BEGIN
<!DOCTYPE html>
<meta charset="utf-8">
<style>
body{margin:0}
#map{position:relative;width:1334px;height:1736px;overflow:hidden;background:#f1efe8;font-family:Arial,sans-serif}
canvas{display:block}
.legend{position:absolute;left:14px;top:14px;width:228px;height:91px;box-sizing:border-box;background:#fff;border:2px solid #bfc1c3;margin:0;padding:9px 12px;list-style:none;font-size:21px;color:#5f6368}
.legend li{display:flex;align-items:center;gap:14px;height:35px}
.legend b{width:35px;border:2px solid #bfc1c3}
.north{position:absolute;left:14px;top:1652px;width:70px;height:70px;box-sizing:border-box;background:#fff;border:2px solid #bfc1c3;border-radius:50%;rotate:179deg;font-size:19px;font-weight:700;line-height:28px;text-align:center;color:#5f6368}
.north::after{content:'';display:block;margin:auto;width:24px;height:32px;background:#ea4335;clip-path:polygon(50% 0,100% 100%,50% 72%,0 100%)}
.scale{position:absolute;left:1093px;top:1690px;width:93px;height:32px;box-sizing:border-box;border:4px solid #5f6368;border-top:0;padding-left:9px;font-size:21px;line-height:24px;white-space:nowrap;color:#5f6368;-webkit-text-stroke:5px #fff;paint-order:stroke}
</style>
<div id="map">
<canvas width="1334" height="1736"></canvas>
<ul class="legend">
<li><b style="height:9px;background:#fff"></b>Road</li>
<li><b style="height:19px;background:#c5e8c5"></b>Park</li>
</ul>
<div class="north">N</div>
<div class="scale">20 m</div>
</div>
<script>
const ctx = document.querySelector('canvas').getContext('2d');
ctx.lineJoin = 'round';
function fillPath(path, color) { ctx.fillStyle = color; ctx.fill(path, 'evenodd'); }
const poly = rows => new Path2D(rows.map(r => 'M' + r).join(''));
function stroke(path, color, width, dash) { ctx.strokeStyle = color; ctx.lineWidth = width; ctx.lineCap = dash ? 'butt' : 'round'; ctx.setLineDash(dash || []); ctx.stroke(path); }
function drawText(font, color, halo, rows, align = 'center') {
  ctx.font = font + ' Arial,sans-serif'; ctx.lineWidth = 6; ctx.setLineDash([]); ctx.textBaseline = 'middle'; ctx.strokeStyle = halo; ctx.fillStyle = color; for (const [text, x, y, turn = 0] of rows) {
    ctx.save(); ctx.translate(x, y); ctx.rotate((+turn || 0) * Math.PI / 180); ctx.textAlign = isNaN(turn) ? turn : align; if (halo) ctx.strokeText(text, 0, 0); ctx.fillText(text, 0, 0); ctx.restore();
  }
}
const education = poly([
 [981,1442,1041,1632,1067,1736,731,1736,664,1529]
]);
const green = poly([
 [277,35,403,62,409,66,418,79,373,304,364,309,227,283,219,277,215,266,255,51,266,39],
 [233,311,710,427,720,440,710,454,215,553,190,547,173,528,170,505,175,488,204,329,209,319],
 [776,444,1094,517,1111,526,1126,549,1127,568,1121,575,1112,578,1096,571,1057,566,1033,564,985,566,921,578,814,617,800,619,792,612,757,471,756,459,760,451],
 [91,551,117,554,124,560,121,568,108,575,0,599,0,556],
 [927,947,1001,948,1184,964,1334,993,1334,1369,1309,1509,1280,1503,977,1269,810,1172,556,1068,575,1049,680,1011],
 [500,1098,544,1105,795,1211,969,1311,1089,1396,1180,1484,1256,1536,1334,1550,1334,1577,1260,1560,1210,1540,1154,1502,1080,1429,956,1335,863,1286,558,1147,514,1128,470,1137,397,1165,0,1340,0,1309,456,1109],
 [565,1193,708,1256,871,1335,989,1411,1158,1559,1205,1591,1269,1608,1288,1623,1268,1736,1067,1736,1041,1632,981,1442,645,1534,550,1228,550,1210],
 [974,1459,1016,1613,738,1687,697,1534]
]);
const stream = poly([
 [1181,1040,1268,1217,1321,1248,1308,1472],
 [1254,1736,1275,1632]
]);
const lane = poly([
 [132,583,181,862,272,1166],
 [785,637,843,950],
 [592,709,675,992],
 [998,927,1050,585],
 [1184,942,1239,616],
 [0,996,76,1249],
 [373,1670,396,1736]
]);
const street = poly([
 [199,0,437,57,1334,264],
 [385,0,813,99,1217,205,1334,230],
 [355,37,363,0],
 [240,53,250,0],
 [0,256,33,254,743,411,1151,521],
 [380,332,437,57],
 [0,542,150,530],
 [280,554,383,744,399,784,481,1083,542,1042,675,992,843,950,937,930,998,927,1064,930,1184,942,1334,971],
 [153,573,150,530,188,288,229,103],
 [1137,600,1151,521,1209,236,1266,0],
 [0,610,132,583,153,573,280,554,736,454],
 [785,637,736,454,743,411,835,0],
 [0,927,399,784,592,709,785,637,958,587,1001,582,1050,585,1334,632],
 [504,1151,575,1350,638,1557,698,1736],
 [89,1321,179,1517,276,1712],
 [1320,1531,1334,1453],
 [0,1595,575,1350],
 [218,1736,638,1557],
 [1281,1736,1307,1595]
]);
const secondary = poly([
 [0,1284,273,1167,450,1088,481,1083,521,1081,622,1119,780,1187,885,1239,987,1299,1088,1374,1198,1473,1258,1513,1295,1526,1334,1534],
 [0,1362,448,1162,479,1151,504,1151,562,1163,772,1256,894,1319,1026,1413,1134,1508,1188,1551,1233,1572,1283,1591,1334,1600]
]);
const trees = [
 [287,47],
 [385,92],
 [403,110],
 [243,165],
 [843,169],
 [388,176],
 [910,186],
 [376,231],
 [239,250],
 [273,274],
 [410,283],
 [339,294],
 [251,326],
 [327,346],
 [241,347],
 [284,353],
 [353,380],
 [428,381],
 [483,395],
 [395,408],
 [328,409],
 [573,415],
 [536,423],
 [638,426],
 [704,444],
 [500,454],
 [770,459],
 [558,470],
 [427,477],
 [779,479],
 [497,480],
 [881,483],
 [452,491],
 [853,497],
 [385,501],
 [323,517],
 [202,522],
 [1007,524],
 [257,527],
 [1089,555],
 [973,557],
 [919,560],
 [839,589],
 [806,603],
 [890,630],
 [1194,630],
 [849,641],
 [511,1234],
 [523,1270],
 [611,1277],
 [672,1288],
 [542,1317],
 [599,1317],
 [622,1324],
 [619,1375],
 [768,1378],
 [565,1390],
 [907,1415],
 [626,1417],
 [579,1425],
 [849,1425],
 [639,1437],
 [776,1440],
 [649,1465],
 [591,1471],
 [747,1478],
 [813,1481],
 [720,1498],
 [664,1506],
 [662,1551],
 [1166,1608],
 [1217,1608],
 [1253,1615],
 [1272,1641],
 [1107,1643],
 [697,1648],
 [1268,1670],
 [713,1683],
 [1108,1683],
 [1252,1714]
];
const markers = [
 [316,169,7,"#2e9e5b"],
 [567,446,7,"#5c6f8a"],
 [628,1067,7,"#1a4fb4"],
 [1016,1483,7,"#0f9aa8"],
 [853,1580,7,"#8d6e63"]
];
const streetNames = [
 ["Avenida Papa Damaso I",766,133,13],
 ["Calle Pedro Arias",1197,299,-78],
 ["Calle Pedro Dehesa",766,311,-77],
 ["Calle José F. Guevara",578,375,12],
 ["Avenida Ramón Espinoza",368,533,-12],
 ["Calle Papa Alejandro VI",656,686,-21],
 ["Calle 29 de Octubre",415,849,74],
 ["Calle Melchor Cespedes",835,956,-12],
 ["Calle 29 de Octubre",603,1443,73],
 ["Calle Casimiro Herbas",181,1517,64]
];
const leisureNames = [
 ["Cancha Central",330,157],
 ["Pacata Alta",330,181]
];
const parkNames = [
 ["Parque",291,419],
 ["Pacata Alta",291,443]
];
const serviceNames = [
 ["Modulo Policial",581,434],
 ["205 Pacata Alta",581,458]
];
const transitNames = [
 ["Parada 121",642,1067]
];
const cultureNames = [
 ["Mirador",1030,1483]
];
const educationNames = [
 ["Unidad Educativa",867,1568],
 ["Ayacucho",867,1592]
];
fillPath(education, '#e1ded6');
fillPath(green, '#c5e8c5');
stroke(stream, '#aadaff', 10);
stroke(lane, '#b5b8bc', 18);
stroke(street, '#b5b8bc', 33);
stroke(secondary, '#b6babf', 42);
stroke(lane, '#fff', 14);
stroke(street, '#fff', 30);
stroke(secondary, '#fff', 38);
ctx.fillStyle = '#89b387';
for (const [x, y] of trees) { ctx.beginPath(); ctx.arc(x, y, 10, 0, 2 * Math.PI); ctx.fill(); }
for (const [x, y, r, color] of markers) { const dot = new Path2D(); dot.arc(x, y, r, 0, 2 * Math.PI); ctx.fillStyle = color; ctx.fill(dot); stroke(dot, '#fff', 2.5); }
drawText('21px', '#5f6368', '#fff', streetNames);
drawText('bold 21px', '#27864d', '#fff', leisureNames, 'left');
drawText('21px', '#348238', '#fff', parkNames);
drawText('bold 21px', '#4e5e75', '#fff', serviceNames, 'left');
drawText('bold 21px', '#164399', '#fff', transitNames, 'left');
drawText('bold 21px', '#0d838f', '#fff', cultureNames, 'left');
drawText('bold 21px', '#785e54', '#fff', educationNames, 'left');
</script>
END
ASSIGNED TASK ▸ Where a line in the records above contains the string "function", return that line.

THE ANSWER ▸
function fillPath(path, color) { ctx.fillStyle = color; ctx.fill(path, 'evenodd'); }
function stroke(path, color, width, dash) { ctx.strokeStyle = color; ctx.lineWidth = width; ctx.lineCap = dash ? 'butt' : 'round'; ctx.setLineDash(dash || []); ctx.stroke(path); }
function drawText(font, color, halo, rows, align = 'center') {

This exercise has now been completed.